Eczema treatment: prescription options
Corticosteroids are prescribed for the most extreme cases of eczema. This medication comes in pill, liquid, and topical form and works by reducing inflammation and preventing itching. Because corticosteroids are so potent, they should be used sparingly and only as a last resort. They carry many side effects, including thinning of the skin, infection, and mood swings. Immunosuppressants are a type of steroidal medication that has a broader impact on the body. This treatment is reserved for chronic and severe cases of eczema and is often used with other medications. Antibiotics are recommended in addition to other remedies when your eczema gets infected. They kill bacteria that can cause staph infections, like MRSA.

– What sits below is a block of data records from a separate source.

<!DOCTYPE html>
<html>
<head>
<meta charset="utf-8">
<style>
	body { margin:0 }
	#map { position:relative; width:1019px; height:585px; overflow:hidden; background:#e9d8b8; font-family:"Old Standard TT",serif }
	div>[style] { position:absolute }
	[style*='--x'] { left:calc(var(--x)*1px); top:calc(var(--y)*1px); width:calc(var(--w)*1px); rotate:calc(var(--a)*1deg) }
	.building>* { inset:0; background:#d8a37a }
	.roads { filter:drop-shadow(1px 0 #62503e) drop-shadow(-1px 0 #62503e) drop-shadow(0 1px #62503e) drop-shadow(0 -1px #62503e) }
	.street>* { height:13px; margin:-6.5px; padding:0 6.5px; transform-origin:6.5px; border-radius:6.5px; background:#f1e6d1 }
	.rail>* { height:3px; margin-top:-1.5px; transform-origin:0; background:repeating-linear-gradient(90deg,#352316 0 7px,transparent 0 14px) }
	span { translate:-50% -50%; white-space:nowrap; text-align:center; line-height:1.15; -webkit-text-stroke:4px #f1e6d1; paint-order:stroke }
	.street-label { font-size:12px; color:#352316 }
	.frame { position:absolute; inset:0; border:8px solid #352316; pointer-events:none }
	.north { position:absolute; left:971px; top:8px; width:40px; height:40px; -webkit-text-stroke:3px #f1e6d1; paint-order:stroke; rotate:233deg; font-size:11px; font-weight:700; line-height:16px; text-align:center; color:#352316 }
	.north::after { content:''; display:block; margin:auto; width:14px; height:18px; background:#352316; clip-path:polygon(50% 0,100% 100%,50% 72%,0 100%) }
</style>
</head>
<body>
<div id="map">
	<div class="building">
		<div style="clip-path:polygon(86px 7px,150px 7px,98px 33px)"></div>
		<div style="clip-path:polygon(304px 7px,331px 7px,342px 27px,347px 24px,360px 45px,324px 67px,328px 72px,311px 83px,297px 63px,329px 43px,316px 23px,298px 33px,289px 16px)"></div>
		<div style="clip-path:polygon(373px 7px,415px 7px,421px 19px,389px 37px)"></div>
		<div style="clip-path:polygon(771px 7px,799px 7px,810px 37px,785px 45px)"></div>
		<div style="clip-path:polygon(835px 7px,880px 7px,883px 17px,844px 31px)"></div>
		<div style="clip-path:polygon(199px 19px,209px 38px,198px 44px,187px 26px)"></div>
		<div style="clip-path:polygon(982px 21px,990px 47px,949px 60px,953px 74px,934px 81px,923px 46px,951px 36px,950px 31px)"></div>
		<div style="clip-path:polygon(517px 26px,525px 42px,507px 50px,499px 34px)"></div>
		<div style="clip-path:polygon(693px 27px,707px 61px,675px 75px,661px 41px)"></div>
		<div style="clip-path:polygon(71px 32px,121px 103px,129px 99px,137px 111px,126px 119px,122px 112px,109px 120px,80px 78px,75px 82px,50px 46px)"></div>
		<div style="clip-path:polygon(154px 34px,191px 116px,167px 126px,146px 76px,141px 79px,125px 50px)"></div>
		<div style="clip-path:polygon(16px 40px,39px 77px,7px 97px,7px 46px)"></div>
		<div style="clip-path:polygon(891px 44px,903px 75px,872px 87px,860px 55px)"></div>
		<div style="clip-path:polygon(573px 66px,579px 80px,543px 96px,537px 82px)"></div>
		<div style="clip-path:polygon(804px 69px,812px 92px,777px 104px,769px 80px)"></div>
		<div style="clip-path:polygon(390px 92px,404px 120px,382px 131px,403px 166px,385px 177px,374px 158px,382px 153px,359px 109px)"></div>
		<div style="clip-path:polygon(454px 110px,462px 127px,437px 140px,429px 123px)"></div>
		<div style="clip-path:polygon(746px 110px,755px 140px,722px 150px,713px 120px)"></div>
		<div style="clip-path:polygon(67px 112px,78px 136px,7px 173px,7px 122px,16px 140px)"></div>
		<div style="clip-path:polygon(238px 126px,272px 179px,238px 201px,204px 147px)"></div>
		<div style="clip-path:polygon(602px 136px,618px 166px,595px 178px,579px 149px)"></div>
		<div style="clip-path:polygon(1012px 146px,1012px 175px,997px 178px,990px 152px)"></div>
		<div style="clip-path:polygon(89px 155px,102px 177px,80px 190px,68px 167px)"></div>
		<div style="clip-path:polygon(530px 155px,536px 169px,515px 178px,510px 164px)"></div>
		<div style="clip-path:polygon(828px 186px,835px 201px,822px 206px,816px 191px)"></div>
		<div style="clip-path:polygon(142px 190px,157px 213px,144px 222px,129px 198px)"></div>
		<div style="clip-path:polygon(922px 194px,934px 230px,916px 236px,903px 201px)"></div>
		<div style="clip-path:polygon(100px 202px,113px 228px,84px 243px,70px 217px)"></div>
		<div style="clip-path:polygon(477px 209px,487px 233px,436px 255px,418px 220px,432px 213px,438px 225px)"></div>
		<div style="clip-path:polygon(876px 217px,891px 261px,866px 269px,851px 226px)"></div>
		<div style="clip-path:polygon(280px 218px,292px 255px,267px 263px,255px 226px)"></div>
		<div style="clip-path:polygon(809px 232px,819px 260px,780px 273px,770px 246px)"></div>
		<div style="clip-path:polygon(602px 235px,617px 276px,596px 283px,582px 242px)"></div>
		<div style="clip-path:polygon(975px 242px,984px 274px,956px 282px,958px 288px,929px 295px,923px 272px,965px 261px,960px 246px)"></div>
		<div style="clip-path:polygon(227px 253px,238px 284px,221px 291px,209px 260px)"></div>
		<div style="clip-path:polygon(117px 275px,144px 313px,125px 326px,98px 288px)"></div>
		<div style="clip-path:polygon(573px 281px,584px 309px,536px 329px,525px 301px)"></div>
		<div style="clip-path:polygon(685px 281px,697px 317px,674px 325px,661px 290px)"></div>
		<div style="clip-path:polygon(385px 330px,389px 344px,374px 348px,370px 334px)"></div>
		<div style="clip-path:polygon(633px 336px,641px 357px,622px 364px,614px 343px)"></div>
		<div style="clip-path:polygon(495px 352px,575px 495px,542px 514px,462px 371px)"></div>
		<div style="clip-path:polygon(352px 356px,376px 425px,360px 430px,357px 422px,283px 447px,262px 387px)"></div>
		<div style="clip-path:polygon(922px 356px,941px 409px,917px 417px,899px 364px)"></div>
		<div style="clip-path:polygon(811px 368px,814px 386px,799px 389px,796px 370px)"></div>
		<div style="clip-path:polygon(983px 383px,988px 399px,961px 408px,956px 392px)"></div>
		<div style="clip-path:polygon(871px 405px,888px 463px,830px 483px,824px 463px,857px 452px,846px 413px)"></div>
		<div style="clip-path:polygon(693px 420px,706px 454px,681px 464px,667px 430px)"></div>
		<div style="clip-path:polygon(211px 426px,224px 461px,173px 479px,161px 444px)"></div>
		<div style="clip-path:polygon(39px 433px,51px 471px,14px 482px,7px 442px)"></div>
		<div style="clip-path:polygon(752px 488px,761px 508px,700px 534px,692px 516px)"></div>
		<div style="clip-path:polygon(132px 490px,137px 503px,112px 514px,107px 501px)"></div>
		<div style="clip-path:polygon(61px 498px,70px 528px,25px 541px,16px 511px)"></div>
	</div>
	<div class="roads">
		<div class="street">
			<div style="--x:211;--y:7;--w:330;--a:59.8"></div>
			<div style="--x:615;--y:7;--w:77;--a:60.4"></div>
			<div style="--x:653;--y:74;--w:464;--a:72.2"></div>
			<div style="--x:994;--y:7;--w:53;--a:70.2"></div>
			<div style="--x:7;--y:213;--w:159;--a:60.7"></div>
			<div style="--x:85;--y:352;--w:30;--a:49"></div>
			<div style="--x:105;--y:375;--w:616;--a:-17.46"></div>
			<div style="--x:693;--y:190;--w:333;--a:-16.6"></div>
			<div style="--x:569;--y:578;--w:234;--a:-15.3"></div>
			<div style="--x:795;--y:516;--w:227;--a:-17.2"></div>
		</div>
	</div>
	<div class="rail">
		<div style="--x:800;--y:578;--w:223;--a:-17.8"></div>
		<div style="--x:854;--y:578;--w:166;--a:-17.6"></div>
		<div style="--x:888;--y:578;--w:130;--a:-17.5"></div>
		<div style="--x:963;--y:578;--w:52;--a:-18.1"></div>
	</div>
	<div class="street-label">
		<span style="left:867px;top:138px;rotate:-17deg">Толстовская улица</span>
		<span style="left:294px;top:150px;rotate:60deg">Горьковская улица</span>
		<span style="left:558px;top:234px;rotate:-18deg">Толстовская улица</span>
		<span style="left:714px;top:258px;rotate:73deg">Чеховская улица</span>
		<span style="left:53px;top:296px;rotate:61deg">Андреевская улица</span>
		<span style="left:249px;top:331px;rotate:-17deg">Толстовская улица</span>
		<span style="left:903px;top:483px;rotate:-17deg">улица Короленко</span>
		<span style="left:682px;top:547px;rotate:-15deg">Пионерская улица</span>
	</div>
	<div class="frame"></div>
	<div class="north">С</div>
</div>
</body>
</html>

Staying hydrated for eczema relief
Keeping hydrated is key to preventing eczema flare-ups and managing existing outbreaks. Dehydration is one of the primary triggers for eczema, so it is vital to keep yourself hydrated at all times. If you are living with eczema, you must track your water intake to ensure you are getting enough. You can track your water intake by keeping a water bottle by your side at all times and filling it up as needed. What you put in your water can have a significant impact as well. Try adding citrus fruits, cucumber, or other fruits and vegetables high in water content to boost your skin’s hydration.
Tips to ease the itch and irritation
Applying moisturizer to dry areas of the skin can help reduce the itching sensation and ease any discomfort. In addition, adding moisture to the air can help ease the itching feeling associated with dry skin. Cooling creams are enriched with menthol, camphor, and other ingredients that provide relief from the itching sensation. Taking a hot bath with Epsom salt can help ease the itchiness and hydrate your skin.

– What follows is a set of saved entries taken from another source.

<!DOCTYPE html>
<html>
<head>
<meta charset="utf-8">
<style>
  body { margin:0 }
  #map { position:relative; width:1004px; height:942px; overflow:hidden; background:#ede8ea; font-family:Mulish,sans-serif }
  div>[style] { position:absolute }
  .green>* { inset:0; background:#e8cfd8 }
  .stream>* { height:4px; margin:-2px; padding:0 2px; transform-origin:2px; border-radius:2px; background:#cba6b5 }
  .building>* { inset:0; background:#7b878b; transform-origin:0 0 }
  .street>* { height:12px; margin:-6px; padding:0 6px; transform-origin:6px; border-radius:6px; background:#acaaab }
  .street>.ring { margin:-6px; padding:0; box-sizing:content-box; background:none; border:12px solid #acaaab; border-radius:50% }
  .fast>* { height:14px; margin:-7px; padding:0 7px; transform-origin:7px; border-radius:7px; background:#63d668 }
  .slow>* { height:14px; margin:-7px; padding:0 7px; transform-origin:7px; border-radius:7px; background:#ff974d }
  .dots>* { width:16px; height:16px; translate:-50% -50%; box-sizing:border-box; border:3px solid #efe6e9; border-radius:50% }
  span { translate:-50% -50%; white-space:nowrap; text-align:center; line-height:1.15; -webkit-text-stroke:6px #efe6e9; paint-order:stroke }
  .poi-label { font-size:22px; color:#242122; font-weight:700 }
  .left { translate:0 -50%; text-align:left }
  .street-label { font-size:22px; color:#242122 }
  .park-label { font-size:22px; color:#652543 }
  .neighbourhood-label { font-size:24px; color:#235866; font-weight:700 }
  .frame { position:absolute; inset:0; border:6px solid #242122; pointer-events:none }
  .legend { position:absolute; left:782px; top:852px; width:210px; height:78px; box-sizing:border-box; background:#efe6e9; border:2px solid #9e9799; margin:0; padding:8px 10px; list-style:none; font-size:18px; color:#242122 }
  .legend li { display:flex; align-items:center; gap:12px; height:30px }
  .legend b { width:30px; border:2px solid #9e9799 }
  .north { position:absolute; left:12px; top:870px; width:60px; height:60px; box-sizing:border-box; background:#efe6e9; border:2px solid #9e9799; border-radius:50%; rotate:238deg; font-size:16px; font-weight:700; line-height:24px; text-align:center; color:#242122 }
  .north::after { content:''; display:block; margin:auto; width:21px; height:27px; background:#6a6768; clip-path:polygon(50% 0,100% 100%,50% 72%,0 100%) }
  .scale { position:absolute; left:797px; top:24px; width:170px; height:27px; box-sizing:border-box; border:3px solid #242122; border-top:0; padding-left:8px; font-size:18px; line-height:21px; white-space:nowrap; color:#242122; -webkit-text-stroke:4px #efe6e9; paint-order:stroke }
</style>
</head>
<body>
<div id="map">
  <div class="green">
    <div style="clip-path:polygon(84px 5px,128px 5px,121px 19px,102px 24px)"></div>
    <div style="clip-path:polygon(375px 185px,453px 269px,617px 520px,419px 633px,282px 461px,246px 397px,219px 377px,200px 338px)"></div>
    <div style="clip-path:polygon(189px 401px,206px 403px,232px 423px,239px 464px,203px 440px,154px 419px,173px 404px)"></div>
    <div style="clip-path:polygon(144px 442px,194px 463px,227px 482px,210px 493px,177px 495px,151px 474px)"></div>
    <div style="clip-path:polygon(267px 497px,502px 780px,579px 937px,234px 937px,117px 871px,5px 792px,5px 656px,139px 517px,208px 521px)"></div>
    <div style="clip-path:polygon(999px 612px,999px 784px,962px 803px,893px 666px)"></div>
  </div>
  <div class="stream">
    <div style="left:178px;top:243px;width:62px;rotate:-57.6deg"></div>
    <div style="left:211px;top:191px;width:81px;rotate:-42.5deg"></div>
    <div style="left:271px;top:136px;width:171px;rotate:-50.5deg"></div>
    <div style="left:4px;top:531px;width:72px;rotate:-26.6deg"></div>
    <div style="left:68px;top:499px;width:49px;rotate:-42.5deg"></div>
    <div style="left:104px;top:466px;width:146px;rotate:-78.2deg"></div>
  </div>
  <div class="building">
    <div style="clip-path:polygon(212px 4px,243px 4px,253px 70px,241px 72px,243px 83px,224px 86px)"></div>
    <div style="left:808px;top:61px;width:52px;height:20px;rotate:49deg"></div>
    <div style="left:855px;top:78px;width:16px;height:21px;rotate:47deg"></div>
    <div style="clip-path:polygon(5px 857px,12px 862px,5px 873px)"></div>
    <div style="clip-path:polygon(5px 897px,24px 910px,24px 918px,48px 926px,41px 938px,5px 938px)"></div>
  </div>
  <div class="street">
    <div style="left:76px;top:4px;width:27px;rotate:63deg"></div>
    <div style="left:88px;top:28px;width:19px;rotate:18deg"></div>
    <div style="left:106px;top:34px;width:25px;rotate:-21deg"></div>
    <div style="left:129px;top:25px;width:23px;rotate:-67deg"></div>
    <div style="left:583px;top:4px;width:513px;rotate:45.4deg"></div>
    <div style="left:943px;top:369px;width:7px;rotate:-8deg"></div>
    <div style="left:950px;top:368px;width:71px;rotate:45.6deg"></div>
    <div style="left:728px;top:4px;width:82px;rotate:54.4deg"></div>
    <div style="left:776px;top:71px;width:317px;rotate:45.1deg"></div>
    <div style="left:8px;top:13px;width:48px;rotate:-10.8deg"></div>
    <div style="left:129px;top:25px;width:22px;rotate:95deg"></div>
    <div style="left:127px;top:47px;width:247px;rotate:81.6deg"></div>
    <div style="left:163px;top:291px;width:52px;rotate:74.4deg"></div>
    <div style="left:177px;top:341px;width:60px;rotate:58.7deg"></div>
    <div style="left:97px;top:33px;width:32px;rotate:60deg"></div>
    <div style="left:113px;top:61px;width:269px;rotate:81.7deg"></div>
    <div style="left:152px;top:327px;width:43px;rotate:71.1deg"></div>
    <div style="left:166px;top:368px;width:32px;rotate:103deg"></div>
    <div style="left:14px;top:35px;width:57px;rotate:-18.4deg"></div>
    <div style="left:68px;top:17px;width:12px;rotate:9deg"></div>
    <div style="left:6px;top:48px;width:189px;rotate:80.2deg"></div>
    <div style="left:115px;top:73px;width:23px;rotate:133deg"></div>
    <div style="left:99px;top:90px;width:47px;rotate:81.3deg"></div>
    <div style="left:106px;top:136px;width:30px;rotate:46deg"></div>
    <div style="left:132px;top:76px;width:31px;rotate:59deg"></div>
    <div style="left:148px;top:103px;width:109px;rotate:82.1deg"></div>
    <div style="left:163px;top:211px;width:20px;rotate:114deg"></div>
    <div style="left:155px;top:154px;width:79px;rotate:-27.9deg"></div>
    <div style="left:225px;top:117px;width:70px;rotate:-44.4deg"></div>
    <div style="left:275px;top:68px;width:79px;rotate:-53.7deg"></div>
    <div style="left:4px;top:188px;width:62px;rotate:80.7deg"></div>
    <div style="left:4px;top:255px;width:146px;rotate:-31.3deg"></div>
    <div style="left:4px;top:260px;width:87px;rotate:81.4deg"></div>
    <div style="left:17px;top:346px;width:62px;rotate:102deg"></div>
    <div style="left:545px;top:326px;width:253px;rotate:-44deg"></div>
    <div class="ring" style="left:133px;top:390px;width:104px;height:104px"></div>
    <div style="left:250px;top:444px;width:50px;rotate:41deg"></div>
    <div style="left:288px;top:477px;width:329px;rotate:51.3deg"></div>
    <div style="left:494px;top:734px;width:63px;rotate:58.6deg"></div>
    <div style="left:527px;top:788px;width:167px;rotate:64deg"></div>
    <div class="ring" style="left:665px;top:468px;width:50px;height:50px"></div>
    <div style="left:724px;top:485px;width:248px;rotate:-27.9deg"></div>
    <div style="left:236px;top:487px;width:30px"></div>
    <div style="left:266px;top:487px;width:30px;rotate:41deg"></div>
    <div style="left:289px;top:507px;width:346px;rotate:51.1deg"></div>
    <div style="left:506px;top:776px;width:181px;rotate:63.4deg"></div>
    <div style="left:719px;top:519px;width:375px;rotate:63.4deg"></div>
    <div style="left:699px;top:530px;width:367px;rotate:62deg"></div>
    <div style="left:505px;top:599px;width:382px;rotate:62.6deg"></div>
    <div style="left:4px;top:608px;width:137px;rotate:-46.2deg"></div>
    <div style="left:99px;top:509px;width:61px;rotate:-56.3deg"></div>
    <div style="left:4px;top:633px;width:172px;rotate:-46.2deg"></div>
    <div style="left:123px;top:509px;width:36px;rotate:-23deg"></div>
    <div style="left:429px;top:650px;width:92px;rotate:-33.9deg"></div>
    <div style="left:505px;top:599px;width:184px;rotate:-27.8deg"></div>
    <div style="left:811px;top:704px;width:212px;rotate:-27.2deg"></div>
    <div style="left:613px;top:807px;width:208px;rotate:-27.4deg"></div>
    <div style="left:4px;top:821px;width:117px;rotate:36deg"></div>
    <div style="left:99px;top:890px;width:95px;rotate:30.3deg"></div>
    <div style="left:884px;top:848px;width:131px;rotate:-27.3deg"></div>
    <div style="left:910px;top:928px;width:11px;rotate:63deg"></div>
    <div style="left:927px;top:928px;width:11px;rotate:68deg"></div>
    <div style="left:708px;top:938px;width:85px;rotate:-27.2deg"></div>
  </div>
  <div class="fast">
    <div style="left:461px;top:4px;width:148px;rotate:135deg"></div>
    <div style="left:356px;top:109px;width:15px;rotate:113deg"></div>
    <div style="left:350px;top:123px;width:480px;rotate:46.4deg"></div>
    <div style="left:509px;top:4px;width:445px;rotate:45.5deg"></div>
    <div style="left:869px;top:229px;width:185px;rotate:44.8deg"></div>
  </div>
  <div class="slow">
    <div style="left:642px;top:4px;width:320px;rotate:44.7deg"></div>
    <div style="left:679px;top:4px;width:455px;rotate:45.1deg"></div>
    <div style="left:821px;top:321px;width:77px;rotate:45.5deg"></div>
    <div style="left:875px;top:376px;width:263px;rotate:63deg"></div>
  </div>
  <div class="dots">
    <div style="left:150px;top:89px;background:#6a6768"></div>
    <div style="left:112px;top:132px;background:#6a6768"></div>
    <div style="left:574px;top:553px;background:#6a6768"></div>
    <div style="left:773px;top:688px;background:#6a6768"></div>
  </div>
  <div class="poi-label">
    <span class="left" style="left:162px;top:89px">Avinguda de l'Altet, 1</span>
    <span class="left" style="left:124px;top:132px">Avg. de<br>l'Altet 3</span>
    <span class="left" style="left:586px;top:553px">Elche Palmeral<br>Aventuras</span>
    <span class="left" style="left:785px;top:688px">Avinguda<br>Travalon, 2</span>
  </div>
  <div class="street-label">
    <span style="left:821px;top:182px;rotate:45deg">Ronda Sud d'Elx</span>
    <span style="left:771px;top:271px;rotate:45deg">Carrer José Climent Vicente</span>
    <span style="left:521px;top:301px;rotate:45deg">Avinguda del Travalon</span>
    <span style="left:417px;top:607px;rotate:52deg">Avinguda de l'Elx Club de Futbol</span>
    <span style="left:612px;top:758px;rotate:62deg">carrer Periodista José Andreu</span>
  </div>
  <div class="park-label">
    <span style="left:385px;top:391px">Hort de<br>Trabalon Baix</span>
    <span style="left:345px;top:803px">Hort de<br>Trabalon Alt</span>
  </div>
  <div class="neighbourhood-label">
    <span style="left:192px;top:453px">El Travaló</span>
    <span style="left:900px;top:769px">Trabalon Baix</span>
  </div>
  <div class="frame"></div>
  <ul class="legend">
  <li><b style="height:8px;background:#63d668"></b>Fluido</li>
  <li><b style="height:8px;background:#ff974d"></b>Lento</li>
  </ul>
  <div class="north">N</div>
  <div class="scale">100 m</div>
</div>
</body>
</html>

Things that cause eczema flare-ups
The connection between stress and flare-ups isn’t well understood, but it is a common cause of eczema. In addition, certain foods and food additives trigger eczema in some people. Dairy, peanuts, gluten, soy, and eggs are the most common culprits. Finally, extreme temperatures and low air quality can trigger eczema.
If you are living with eczema, managing the itching and irritation caused by the condition can be challenging. The best way to prevent and manage eczema is to maintain a healthy lifestyle and follow an eczema treatment plan. Begin by tracking your water intake and ensuring you get the recommended daily amount. Also, try adding fruits and vegetables to your water for an extra hydration boost. Next, keep your hands and skin clean to prevent infection. Then, apply moisturizer to your skin daily to keep it hydrated and prevent flare-ups. Finally, follow an eczema diet to reduce your risk of outbreaks.